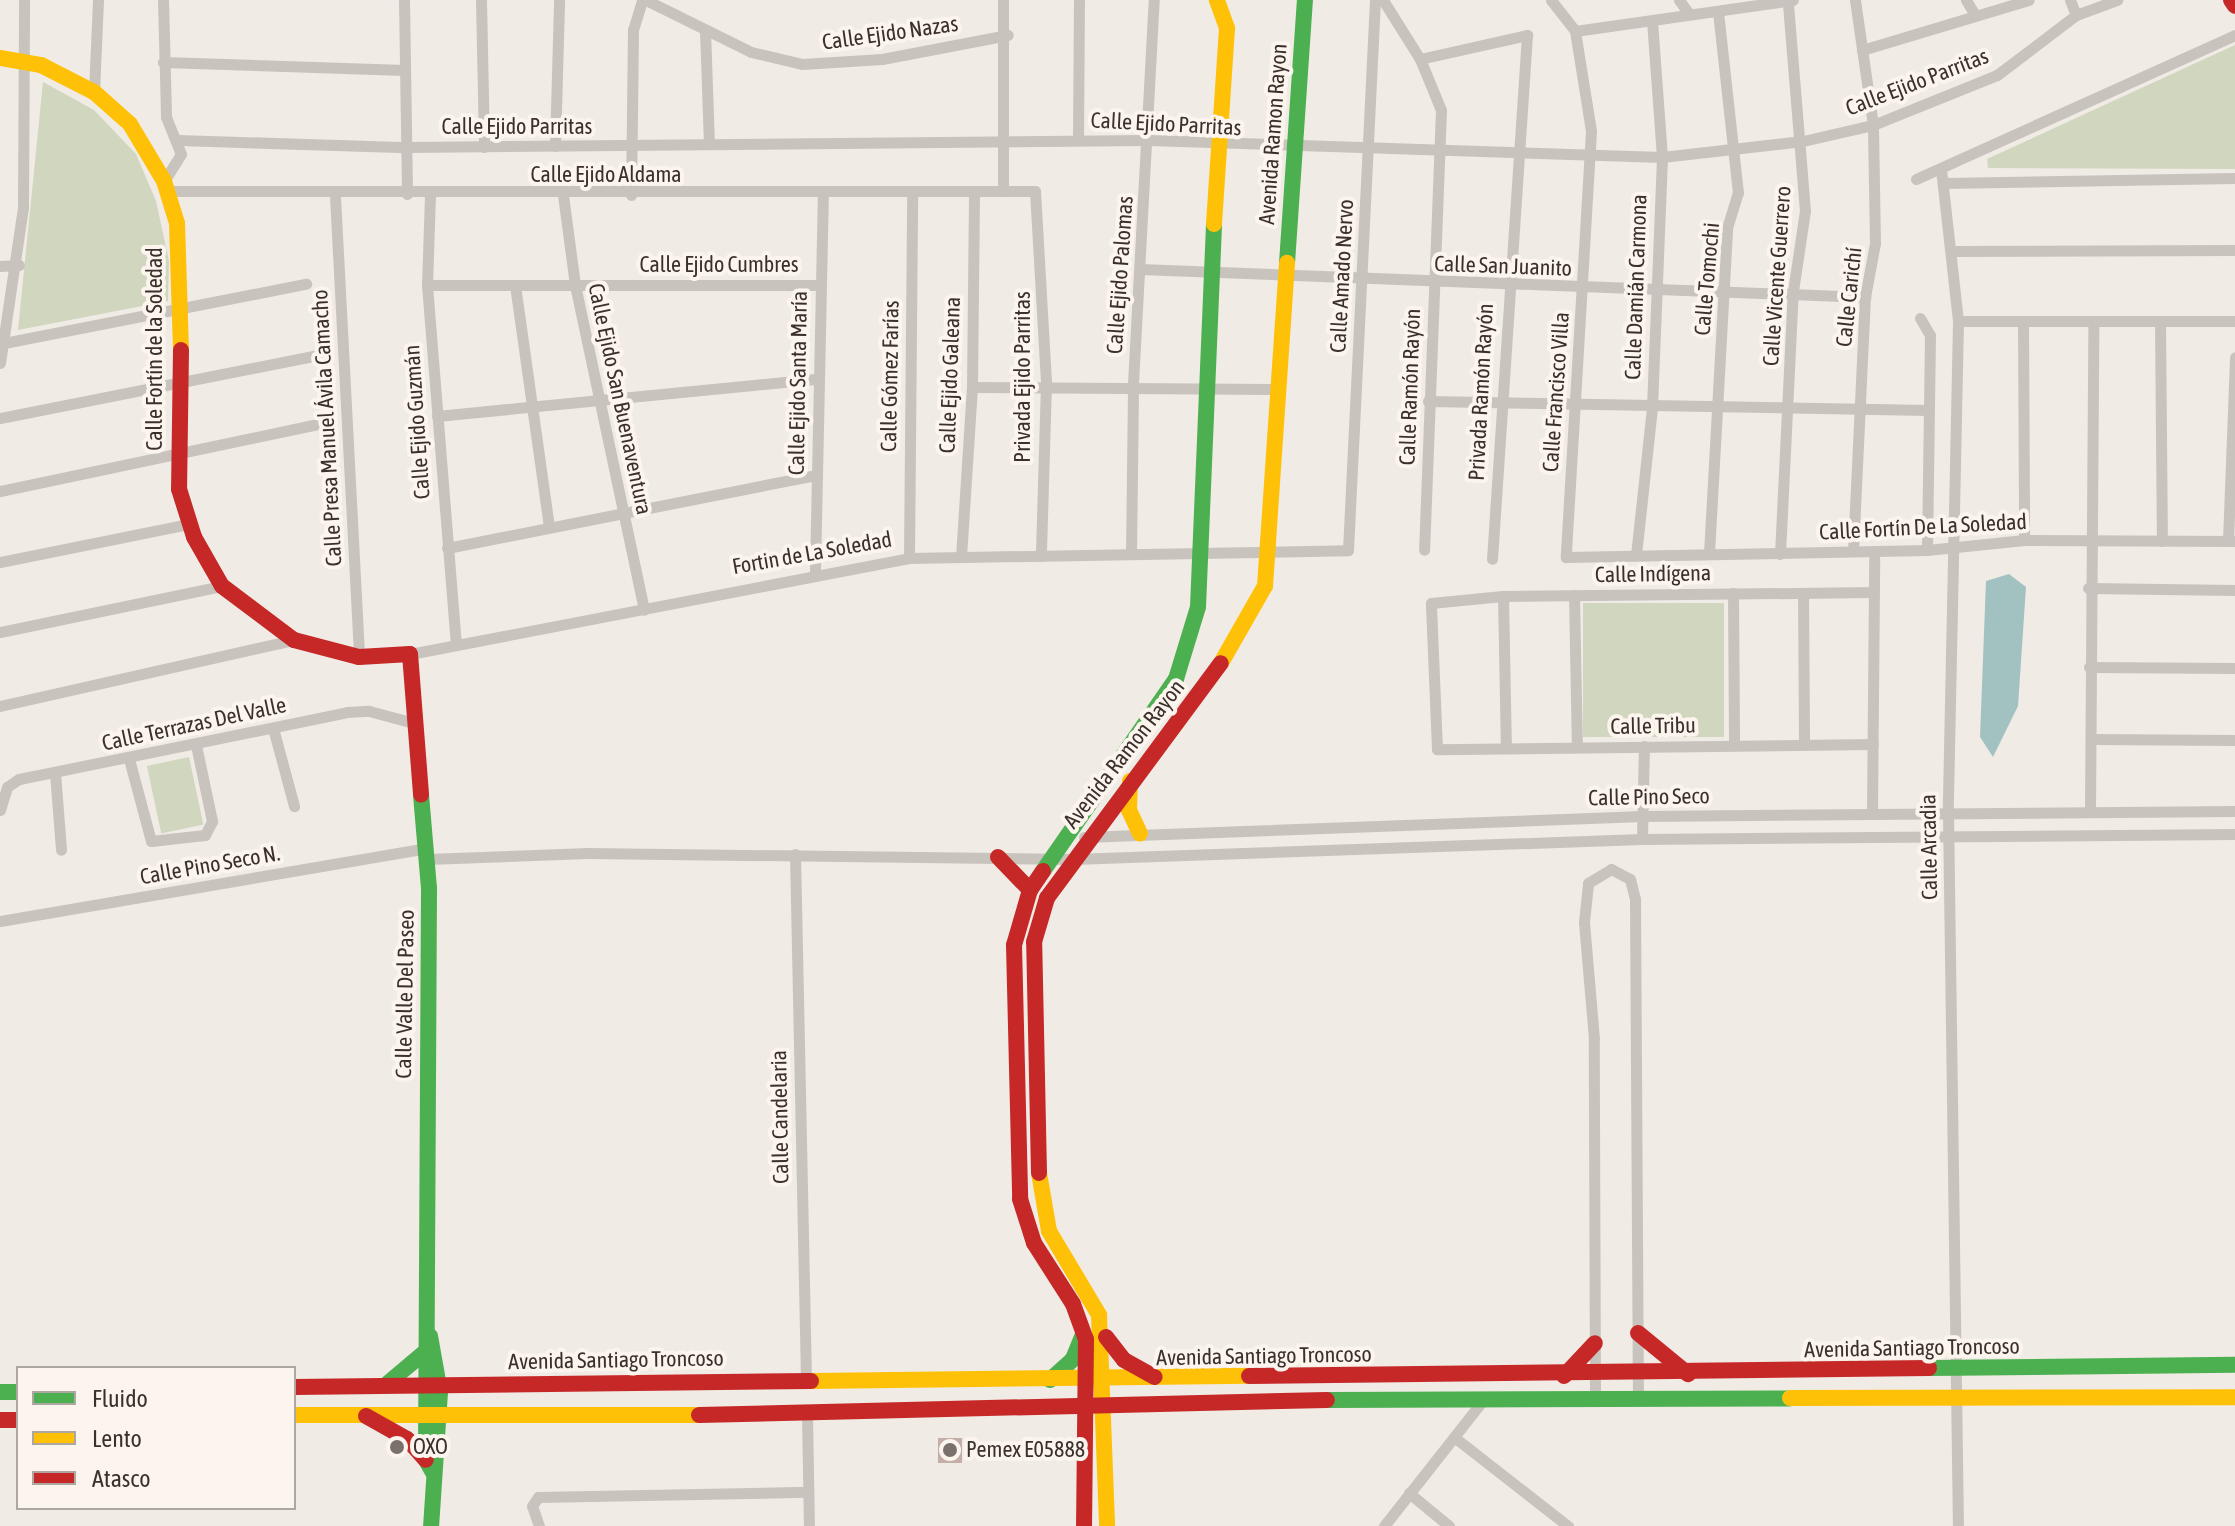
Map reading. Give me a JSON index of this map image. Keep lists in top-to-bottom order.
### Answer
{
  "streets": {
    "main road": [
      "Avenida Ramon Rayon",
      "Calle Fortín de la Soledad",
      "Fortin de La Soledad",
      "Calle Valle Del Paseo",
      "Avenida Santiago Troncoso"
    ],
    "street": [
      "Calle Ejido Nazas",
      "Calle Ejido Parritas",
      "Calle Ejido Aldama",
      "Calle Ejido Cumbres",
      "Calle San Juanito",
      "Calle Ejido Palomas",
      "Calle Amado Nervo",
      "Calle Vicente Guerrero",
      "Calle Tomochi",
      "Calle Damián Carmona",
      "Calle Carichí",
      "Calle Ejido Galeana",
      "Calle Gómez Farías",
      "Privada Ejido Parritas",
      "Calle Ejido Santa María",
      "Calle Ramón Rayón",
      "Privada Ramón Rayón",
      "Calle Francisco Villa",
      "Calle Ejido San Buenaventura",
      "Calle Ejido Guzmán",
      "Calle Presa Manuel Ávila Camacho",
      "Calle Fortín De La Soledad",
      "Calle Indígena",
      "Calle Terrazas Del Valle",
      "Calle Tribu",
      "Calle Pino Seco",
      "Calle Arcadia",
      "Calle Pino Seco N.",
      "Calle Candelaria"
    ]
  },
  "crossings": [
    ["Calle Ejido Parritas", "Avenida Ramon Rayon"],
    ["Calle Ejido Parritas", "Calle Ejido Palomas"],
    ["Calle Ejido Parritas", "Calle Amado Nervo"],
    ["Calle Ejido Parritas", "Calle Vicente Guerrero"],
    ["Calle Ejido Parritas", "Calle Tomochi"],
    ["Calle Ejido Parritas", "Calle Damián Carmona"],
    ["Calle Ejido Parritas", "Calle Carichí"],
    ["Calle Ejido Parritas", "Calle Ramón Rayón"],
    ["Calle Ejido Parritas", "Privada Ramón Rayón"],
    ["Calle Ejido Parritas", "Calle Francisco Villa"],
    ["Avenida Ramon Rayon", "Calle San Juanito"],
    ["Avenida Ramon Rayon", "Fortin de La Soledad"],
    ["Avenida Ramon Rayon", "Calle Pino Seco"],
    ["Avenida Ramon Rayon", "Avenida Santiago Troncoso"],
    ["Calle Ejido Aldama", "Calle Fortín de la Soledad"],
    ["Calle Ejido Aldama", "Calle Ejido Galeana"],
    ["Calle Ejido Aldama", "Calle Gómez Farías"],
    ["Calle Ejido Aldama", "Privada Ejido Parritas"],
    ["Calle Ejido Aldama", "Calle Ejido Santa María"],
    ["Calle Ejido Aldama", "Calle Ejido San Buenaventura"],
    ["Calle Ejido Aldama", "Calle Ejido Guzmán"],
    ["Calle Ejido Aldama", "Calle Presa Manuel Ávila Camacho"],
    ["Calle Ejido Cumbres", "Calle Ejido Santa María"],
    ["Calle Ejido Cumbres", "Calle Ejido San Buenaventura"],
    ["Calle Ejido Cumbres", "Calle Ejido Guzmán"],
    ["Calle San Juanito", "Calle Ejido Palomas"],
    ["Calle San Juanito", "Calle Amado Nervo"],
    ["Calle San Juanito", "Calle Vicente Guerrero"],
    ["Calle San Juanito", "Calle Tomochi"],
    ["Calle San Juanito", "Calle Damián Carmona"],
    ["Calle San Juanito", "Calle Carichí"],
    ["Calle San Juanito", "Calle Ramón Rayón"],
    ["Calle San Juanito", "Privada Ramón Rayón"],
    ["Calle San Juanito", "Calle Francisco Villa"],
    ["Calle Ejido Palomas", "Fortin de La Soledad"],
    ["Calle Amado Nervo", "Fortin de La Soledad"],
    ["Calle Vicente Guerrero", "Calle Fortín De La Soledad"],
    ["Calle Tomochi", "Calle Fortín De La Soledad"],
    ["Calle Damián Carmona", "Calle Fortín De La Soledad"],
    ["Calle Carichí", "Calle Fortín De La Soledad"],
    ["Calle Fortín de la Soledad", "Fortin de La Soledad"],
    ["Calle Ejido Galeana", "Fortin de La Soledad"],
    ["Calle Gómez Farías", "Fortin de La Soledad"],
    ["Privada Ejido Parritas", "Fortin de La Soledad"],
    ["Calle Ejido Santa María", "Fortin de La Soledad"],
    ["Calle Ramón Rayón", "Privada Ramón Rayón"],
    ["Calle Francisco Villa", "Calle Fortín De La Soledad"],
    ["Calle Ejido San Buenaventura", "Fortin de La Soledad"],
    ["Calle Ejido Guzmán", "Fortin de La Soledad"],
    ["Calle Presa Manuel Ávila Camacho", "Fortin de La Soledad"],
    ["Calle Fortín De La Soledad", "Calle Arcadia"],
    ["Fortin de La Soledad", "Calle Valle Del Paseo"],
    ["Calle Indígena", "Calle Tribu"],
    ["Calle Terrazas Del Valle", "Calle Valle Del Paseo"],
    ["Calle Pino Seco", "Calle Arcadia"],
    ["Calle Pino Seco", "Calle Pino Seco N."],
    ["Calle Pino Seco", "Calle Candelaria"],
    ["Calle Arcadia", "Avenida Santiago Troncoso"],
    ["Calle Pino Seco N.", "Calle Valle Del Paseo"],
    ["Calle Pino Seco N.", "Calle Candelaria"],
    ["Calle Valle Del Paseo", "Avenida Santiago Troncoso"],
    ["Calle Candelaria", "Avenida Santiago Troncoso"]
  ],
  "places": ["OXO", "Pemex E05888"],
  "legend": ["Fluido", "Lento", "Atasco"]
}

--- ABOUT THIS EXERCISE ---
What lines in the material above hold the word "Galeana"? Pull them out.

--- REPLY ---
      "Calle Ejido Galeana",
    ["Calle Ejido Aldama", "Calle Ejido Galeana"],
    ["Calle Ejido Galeana", "Fortin de La Soledad"],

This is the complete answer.